■ Data for this exercise
**********
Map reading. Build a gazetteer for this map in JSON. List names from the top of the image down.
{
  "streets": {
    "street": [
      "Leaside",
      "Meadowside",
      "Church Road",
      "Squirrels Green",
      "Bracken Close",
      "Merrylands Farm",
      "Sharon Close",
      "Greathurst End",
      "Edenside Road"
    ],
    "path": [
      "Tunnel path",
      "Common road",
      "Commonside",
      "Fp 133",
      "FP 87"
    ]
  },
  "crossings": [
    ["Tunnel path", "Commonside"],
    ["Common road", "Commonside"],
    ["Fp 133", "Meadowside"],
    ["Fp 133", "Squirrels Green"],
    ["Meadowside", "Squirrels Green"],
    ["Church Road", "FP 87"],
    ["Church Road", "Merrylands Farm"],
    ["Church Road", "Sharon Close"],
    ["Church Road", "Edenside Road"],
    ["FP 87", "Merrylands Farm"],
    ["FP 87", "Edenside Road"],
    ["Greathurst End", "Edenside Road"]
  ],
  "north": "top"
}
**********
■ Task brief
Tally the lines above with "Greathurst", please; number only.

■ Solution
2